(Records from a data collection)
*** Block opens ***

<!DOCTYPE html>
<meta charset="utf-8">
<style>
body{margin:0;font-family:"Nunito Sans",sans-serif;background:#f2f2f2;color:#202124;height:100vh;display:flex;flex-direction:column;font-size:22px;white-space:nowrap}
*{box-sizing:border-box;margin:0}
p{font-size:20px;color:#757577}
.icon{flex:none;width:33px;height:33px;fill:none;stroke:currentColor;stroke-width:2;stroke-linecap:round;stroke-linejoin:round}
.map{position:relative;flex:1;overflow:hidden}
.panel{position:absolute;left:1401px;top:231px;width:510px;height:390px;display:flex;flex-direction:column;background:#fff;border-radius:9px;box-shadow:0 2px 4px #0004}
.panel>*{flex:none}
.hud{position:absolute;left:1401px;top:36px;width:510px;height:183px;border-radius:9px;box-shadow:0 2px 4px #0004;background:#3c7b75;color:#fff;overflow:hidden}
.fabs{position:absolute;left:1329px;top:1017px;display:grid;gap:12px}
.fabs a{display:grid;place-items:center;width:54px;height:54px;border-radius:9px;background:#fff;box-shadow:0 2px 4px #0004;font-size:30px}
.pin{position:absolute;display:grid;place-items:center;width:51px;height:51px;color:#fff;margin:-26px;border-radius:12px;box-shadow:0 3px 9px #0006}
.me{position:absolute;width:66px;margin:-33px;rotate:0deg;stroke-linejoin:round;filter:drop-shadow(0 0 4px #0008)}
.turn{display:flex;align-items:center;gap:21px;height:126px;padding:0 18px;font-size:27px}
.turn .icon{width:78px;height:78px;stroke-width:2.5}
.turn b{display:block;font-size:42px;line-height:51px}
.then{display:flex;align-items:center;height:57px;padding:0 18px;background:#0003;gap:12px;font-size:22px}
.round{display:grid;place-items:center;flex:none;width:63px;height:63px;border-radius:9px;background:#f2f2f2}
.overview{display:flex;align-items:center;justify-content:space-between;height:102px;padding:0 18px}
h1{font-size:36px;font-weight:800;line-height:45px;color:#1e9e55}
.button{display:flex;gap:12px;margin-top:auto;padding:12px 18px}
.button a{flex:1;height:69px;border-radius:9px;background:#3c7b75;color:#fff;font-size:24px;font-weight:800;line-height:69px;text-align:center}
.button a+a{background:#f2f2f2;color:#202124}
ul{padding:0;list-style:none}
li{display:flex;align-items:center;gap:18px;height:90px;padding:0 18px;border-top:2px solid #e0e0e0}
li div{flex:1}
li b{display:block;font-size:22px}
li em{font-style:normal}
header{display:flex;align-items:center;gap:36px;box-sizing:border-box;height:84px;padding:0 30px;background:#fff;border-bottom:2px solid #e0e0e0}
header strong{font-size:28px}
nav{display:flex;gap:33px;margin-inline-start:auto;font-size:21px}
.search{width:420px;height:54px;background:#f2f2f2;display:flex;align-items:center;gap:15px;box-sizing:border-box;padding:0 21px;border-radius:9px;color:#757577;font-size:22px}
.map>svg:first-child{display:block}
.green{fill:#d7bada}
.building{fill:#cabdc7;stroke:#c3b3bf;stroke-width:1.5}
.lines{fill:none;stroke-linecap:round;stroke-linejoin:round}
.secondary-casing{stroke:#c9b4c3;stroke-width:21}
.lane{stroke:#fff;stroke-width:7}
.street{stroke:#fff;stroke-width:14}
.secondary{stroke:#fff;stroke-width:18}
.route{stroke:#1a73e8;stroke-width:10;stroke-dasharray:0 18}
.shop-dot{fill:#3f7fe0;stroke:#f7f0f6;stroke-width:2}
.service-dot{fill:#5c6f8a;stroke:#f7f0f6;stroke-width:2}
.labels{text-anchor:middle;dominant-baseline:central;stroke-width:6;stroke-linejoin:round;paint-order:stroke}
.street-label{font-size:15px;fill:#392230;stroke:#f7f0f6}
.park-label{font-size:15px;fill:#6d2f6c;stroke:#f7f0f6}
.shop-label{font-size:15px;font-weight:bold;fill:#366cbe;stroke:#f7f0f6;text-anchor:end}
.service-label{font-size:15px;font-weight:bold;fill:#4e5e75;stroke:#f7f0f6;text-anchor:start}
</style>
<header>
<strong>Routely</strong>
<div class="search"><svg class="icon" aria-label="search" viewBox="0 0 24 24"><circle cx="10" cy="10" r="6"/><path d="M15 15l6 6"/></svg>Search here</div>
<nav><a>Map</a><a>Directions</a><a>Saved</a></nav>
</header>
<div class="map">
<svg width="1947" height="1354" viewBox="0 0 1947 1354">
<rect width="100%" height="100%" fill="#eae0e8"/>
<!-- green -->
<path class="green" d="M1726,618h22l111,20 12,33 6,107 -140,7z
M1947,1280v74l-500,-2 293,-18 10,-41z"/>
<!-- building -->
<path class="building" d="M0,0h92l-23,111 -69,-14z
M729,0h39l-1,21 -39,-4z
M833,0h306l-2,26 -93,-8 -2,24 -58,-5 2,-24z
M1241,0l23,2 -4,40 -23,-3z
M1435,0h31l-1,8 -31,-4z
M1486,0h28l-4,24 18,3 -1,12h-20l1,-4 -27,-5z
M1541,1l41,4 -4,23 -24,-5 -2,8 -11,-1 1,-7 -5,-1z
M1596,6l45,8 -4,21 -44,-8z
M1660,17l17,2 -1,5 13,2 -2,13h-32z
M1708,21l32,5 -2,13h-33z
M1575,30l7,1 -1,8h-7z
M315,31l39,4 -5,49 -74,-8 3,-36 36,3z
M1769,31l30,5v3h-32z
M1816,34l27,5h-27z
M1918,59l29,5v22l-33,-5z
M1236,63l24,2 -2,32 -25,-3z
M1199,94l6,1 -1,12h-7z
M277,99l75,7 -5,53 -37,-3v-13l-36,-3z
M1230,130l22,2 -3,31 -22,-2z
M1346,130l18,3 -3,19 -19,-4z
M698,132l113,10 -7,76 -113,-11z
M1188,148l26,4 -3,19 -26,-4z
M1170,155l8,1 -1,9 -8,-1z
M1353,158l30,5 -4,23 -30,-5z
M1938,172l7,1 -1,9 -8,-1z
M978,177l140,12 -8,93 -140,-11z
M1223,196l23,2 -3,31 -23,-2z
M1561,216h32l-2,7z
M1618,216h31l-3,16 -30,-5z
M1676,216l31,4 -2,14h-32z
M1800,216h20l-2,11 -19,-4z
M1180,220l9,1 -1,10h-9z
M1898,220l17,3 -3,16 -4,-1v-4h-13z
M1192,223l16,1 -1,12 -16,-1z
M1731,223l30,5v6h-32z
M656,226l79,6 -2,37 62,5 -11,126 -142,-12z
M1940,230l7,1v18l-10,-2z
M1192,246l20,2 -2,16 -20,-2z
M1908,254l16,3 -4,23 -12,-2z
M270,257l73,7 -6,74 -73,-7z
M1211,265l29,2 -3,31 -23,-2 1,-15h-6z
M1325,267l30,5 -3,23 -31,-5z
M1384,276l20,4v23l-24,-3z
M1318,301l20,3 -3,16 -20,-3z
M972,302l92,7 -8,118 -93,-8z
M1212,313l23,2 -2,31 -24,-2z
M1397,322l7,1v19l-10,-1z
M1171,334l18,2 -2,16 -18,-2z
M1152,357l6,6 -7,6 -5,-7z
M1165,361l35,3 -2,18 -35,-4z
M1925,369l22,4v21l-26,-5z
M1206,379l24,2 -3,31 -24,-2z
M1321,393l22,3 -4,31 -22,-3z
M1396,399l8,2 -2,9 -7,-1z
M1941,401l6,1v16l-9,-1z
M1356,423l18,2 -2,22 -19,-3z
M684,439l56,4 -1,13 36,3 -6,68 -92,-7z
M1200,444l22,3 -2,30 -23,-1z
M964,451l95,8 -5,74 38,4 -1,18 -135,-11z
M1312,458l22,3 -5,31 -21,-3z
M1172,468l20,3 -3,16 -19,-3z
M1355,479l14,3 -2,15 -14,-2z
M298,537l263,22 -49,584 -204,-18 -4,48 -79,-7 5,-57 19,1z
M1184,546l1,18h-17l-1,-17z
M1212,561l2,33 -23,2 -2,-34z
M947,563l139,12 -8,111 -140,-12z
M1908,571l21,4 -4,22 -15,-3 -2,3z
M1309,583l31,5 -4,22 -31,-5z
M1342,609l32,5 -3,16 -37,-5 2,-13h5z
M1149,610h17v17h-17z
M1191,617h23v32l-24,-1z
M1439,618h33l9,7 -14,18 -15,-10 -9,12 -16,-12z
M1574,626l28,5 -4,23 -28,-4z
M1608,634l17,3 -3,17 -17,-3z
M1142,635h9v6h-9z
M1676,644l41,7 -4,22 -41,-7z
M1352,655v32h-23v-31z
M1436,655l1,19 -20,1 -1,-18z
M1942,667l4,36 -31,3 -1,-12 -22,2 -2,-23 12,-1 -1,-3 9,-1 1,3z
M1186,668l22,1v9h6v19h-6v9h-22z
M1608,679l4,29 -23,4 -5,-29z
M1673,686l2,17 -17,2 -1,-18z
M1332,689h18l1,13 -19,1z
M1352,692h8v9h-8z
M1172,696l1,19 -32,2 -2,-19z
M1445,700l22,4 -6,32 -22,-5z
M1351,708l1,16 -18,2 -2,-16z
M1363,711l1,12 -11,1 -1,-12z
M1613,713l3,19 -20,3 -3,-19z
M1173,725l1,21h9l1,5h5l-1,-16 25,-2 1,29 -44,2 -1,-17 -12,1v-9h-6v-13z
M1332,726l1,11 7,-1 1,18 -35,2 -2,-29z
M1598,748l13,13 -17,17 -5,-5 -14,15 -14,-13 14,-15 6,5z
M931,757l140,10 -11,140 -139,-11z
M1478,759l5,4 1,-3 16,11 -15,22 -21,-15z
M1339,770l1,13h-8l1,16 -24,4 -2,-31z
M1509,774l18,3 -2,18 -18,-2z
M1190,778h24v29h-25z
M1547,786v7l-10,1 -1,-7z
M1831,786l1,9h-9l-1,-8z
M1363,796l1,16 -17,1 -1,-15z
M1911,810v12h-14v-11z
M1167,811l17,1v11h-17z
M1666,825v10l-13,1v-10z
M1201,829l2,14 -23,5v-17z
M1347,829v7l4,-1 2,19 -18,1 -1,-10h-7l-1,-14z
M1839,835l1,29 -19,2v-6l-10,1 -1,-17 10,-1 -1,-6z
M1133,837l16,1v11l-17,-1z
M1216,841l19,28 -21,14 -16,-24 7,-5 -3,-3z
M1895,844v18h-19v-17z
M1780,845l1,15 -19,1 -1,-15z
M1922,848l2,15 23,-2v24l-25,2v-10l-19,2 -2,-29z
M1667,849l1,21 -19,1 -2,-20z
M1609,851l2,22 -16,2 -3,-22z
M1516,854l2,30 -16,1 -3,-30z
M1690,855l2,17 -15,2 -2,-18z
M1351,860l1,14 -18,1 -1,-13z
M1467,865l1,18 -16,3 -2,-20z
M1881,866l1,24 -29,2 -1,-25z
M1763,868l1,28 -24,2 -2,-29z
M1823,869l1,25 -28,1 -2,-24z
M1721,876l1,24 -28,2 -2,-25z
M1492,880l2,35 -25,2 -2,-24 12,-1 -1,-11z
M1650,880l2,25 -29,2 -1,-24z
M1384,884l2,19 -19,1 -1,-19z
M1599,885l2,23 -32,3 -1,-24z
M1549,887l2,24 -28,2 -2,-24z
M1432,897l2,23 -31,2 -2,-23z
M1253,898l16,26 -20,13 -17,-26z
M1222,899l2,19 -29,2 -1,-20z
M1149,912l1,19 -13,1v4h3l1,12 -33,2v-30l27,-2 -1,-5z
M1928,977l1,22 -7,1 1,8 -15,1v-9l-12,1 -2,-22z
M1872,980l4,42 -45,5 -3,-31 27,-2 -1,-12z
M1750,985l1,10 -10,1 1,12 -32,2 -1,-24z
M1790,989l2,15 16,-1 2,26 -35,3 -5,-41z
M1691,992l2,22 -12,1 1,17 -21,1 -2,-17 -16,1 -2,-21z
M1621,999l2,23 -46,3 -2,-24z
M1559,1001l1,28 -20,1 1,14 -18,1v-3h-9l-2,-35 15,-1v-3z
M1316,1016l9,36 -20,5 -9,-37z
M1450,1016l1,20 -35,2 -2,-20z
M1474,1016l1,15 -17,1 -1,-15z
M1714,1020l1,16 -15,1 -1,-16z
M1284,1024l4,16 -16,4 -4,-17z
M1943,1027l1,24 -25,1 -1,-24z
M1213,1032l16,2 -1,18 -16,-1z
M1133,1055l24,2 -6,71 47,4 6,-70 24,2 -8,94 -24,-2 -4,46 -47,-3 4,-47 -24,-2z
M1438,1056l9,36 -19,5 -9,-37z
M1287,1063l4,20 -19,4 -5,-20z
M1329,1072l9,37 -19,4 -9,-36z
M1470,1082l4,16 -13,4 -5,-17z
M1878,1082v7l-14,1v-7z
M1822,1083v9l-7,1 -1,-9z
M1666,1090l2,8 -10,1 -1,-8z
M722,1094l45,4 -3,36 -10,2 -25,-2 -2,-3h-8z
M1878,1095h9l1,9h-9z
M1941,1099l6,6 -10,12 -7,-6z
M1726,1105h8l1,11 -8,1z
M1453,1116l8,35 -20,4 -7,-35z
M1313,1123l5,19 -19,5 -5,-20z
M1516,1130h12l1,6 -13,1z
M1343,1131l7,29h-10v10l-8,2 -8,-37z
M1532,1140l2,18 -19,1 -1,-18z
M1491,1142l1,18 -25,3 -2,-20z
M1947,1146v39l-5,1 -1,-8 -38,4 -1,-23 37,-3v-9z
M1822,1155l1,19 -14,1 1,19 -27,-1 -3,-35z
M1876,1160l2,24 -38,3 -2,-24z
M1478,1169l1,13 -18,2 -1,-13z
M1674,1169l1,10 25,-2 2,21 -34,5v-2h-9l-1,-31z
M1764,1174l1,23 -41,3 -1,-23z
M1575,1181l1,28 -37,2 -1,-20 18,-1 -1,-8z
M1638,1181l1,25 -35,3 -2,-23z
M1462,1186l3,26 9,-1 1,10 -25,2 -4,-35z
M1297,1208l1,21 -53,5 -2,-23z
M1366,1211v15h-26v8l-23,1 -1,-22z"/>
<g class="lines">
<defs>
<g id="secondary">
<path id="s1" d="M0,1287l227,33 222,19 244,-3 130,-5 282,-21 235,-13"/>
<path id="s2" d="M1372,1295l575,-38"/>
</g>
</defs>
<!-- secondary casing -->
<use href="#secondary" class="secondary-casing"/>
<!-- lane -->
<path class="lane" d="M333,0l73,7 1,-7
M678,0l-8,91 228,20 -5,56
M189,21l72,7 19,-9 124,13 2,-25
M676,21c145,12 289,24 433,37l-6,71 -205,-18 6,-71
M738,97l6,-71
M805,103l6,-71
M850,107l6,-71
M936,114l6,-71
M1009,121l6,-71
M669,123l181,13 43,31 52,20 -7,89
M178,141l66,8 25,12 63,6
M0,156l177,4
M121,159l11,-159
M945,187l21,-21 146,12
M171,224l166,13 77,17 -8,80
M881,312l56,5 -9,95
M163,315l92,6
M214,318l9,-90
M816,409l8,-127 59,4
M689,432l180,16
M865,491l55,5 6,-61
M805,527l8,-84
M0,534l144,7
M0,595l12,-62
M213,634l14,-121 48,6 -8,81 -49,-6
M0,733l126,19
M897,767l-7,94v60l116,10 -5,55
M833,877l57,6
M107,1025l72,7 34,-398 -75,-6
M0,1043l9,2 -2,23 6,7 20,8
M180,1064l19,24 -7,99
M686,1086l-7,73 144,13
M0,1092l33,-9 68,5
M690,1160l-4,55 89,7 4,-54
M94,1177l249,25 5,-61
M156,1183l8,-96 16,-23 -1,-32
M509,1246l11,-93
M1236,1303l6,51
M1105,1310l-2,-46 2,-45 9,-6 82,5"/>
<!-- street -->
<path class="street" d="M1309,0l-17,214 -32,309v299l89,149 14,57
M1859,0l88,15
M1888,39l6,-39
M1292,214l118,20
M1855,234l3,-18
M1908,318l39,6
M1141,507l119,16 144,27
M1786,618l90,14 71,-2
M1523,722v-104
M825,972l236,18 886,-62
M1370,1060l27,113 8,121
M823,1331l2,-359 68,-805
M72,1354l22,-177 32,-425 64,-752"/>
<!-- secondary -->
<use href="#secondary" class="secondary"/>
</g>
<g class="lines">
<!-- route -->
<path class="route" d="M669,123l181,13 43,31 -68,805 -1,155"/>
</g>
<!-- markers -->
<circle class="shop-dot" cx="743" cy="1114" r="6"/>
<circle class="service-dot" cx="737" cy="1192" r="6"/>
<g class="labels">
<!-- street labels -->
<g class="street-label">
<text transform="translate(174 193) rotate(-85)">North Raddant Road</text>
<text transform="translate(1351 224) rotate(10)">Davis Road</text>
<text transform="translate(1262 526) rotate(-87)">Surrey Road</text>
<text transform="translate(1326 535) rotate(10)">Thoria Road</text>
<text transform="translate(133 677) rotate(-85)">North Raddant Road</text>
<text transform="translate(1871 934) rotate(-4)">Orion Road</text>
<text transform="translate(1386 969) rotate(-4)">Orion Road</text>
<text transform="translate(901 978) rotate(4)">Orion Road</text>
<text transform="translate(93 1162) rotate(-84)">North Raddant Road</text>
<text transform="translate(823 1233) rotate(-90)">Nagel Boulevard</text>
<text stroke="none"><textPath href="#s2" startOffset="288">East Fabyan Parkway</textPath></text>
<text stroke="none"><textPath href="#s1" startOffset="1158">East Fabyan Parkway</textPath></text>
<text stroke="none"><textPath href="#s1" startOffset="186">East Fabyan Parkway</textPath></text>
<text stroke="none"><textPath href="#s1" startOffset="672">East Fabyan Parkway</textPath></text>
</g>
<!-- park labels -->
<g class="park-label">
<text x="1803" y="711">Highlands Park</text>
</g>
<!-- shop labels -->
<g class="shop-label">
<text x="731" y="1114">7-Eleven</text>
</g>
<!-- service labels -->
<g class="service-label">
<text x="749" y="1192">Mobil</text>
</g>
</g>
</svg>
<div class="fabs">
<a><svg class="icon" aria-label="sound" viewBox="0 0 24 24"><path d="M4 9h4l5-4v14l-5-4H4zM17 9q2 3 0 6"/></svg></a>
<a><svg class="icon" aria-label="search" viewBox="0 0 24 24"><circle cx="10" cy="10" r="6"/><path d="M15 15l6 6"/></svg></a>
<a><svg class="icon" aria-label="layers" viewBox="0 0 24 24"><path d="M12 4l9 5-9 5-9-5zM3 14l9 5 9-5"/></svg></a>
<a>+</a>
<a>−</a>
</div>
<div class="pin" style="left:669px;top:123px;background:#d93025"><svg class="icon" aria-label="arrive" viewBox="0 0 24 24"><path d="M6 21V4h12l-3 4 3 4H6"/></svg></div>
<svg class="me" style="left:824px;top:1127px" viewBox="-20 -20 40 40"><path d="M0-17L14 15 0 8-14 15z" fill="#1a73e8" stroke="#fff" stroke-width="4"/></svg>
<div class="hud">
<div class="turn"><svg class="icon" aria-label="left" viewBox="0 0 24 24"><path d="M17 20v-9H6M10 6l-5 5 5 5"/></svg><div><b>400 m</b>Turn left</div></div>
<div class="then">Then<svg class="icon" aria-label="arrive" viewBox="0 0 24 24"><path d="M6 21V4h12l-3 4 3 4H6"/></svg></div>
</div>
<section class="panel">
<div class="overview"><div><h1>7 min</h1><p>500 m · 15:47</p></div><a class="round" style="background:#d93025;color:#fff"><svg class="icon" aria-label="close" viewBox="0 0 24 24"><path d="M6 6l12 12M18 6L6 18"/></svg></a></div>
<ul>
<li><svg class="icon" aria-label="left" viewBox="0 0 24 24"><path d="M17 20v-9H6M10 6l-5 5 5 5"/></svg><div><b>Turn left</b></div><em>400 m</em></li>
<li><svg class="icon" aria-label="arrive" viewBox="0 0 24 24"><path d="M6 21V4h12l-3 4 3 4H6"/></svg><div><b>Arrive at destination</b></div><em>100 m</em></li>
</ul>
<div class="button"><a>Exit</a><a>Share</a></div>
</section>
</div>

*** Block closes ***

◆ **WHAT YOU NEED TO DO**: If a line in the data above holds the string "fabs", copy it.

◆ **SOLUTION TO THIS EXERCISE**:
.fabs{position:absolute;left:1329px;top:1017px;display:grid;gap:12px}
.fabs a{display:grid;place-items:center;width:54px;height:54px;border-radius:9px;background:#fff;box-shadow:0 2px 4px #0004;font-size:30px}
<div class="fabs">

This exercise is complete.